The Wing family of Cape Cod has had a great amount of genealogical information published about it over the years. Beginning with Rev. Conway P. Wing’s A Historical and Genealogical Register of John Wing, of Sandwich, Mass. And his Descendants, 1632-1888, the list includes Mary Elizabeth Sinnott’s Annals of the Sinnott, Rogers, Coffin, Corlies, Reeves, Bodine and Allied Families, published in 1905, in which Wing is one of the allied families; The Owl, a serial publication of the Wing Family Association from 1901 to the present, and most recently Raymond T. Wing’s 2006 version, Wing Genealogy, Volume 1, The Reverend John Wing of Banbury, Oxfordshire, England and his wife Deborah Bachiler, Their Ancestry and Descendants through Five Generations.

Yet, in my opinion, there is still no satisfactory account of the first generations of the Wings in print. I recently discovered this while preparing the Early New England Families Study Project sketch on Daniel2 Wing. As I read all of the various published accounts on the family, I ran into many areas of discrepancy and/or muddled or misinterpreted records, particularly about when the Wings came to New England. Knowing that many earnest Wing researchers have been working on the family for so long, I wondered why the results have not been better.

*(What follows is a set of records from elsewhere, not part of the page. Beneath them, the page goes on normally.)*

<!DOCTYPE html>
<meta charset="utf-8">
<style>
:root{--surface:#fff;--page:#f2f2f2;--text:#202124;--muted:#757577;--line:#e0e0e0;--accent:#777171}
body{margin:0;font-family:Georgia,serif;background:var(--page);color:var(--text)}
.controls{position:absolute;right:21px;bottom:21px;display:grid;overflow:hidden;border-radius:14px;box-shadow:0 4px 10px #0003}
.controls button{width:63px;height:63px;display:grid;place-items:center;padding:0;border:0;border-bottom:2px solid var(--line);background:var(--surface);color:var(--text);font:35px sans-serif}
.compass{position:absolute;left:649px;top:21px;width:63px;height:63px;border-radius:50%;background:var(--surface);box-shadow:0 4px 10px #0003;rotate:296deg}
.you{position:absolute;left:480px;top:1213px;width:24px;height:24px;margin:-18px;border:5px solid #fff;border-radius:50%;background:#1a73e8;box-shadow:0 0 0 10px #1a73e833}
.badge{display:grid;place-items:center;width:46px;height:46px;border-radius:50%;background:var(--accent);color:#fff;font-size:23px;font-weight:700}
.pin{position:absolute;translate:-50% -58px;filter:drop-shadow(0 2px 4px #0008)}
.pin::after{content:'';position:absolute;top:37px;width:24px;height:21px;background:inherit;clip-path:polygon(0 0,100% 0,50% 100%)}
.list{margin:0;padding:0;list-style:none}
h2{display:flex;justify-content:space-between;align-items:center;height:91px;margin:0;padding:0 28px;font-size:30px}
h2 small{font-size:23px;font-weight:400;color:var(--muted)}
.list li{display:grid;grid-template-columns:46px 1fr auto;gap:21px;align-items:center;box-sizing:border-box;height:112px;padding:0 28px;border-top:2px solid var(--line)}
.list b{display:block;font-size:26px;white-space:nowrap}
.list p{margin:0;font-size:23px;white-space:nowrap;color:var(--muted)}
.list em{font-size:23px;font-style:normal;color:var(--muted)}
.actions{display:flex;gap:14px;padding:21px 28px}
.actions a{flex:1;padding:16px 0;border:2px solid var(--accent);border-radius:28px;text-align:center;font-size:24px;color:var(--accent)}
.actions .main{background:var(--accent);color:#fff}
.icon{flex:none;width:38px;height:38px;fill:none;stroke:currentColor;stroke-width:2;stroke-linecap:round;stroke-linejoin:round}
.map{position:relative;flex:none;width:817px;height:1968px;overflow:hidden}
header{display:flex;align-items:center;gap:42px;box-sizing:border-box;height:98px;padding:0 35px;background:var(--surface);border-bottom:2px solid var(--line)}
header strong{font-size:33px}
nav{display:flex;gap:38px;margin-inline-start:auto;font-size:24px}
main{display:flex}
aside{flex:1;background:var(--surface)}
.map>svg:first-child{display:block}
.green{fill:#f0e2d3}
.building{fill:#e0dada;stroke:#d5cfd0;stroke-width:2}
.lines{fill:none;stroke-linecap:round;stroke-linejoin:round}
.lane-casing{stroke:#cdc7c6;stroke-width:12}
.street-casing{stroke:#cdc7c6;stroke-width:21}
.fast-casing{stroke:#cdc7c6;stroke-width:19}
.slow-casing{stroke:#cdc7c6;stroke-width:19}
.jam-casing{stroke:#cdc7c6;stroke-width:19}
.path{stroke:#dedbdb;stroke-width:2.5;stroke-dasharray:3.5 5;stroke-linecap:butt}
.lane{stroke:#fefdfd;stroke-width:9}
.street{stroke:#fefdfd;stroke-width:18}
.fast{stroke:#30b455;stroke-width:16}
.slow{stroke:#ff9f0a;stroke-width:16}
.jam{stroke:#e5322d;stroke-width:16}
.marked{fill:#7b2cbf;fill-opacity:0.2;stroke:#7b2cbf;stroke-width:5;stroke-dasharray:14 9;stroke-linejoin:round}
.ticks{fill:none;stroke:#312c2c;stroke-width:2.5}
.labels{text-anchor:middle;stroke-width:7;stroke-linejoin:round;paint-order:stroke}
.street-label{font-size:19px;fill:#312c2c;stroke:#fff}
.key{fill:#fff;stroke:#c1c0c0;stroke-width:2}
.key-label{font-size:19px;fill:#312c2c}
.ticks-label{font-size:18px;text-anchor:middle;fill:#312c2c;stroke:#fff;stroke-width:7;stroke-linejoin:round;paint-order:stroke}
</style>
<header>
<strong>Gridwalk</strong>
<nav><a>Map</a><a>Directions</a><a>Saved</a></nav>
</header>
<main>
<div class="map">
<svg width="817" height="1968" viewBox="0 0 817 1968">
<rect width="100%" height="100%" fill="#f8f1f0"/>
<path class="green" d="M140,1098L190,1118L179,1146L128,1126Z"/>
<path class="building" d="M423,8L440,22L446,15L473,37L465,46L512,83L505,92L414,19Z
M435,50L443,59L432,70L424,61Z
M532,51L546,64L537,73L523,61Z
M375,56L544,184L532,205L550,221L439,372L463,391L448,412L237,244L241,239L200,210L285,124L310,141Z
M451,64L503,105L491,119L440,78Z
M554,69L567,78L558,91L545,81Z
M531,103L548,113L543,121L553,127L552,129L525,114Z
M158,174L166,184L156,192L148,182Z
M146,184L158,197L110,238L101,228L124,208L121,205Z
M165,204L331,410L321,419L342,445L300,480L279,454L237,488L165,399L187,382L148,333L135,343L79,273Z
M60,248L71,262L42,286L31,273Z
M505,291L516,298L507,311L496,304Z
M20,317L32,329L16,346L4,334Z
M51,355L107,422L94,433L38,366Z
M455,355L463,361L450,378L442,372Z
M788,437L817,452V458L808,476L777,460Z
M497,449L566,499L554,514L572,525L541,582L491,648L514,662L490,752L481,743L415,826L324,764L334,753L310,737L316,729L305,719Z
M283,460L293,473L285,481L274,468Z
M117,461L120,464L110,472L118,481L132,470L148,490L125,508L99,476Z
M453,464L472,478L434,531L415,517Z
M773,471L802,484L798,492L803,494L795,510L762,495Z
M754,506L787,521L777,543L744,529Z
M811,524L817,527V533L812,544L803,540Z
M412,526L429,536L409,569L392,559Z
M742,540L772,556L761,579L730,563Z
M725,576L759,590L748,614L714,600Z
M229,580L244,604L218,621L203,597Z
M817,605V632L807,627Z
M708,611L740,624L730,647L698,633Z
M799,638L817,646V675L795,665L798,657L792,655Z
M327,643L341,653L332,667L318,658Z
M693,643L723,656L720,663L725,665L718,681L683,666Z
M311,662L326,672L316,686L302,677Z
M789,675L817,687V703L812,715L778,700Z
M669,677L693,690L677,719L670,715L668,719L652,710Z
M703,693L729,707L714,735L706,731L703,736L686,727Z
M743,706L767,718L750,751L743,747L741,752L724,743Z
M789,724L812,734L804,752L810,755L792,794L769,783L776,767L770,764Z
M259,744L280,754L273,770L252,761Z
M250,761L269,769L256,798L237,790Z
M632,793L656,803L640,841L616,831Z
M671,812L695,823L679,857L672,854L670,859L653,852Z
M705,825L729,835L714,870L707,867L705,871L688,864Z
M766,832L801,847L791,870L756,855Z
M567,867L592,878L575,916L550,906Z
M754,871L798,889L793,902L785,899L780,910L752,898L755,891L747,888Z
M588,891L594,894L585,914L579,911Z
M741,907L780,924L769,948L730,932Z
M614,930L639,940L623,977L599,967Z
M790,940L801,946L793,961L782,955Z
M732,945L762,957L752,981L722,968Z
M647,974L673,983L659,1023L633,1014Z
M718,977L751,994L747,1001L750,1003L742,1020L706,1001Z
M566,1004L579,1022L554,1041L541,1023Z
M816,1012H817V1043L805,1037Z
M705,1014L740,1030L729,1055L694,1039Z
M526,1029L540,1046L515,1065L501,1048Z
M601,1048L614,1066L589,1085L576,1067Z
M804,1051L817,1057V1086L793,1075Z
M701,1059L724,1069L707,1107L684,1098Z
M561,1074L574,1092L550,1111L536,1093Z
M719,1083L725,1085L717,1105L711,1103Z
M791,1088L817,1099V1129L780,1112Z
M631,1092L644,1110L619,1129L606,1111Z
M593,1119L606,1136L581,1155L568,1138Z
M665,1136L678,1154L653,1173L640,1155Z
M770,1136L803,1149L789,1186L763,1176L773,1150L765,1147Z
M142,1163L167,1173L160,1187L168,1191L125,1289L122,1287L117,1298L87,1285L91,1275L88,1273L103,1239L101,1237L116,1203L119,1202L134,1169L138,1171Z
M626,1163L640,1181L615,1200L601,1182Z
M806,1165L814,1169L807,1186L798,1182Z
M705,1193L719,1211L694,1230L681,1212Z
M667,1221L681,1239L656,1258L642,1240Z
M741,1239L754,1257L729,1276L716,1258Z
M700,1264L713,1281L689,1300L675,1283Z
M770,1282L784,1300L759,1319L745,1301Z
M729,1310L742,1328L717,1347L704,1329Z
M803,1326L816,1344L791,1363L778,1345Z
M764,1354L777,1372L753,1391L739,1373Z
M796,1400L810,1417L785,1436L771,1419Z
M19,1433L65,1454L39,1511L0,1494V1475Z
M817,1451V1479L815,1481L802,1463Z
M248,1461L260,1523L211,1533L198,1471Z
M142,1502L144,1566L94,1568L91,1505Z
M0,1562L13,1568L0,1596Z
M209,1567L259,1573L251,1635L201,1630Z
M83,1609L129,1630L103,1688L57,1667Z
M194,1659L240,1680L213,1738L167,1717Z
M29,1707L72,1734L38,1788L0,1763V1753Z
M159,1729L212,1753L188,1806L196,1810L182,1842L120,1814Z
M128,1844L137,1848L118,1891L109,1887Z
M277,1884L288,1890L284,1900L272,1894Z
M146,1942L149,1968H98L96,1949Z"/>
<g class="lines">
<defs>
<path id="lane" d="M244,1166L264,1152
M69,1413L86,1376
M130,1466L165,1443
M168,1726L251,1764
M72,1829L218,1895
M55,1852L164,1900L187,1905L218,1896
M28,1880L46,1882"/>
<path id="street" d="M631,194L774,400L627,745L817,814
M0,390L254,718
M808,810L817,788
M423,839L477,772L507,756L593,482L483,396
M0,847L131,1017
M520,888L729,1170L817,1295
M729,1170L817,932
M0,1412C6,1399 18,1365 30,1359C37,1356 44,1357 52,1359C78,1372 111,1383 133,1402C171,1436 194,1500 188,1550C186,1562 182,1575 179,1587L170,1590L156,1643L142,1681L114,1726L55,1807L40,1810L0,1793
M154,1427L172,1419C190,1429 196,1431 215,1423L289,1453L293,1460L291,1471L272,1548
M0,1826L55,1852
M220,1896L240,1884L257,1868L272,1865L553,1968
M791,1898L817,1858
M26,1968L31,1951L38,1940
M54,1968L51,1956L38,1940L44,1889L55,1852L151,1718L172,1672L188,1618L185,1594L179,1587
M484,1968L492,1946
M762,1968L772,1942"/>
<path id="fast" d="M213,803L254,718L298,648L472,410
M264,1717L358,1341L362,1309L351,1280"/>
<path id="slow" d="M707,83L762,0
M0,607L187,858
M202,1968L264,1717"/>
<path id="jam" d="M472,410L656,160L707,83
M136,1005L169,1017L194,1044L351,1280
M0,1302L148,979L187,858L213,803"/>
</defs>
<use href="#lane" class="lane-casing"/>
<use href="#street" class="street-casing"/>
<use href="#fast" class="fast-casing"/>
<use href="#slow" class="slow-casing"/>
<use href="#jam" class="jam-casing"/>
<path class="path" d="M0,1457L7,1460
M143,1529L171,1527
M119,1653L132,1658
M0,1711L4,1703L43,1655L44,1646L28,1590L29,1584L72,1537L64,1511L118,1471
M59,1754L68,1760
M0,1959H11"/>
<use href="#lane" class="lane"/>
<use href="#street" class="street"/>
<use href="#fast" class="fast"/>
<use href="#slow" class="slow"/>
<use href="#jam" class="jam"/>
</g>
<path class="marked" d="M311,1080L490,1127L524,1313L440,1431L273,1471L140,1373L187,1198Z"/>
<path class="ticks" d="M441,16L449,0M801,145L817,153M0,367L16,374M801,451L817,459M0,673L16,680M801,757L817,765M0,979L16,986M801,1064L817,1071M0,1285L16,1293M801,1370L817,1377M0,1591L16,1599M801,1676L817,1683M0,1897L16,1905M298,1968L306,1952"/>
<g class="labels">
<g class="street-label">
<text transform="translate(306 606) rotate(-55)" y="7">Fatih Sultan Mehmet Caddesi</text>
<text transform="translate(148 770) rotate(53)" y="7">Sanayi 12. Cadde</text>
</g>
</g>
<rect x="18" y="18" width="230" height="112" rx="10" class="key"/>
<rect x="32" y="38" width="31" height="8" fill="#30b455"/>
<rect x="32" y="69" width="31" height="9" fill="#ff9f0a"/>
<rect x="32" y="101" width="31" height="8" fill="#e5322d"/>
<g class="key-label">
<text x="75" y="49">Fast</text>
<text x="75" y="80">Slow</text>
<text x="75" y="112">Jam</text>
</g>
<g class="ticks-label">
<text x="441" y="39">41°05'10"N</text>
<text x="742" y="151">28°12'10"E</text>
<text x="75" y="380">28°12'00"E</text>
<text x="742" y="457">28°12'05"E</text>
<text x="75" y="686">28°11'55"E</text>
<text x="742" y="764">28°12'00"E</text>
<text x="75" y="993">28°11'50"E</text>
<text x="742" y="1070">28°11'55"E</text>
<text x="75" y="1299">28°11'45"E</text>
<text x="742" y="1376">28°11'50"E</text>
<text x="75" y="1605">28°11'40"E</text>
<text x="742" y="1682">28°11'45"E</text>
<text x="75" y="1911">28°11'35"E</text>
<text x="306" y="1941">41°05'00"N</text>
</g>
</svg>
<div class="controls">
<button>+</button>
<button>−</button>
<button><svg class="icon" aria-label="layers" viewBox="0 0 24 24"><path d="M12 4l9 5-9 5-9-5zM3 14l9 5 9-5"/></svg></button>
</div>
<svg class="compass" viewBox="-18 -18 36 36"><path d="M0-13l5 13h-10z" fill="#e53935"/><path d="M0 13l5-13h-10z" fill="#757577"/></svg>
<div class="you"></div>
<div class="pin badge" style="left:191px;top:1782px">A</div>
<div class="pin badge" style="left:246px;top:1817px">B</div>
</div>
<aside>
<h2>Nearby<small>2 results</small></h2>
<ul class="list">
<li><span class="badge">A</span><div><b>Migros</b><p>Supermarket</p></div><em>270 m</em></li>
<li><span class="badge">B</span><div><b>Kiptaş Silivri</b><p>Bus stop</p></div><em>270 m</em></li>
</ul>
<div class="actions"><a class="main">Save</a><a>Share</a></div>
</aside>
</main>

I came up with the theory of twin dilemmas:

1) If it is already in print, why spend more time researching? and

2) If there is a really large amount in print, it must be everything there is.

From the beginning, accounts of the Wing family have contained a lot of information corrected and re-corrected in successive accounts, but it has been done in a way that has usually added to the confusion. The Owl, the availability of which is extremely limited (issues published after 1920 are not online), has been codified as the absolute authority on the Wing family to the extent that the 2006 edition of the Wing genealogy cites almost exclusively from the periodical rather than original records, with no new exploration of sources or critical analysis.[1] In effect, it seems as though new research on the Wing family ceased nearly a century ago.

If we don’t continue to constantly explore and analyze the work of our predecessors, especially as more new resources become available, then the family story becomes stagnant. There is so much yet to be learned and discussed about the early Wing generations.

Now, before all of you Wing descendants pounce on me for picking on the Wings, let me assure everyone that this is just one example of many families who suffer from the “already in print” dilemma.

Notes

[1] See David L. Greene’s review of this work in The American Genealogist 81 [2006]: 158.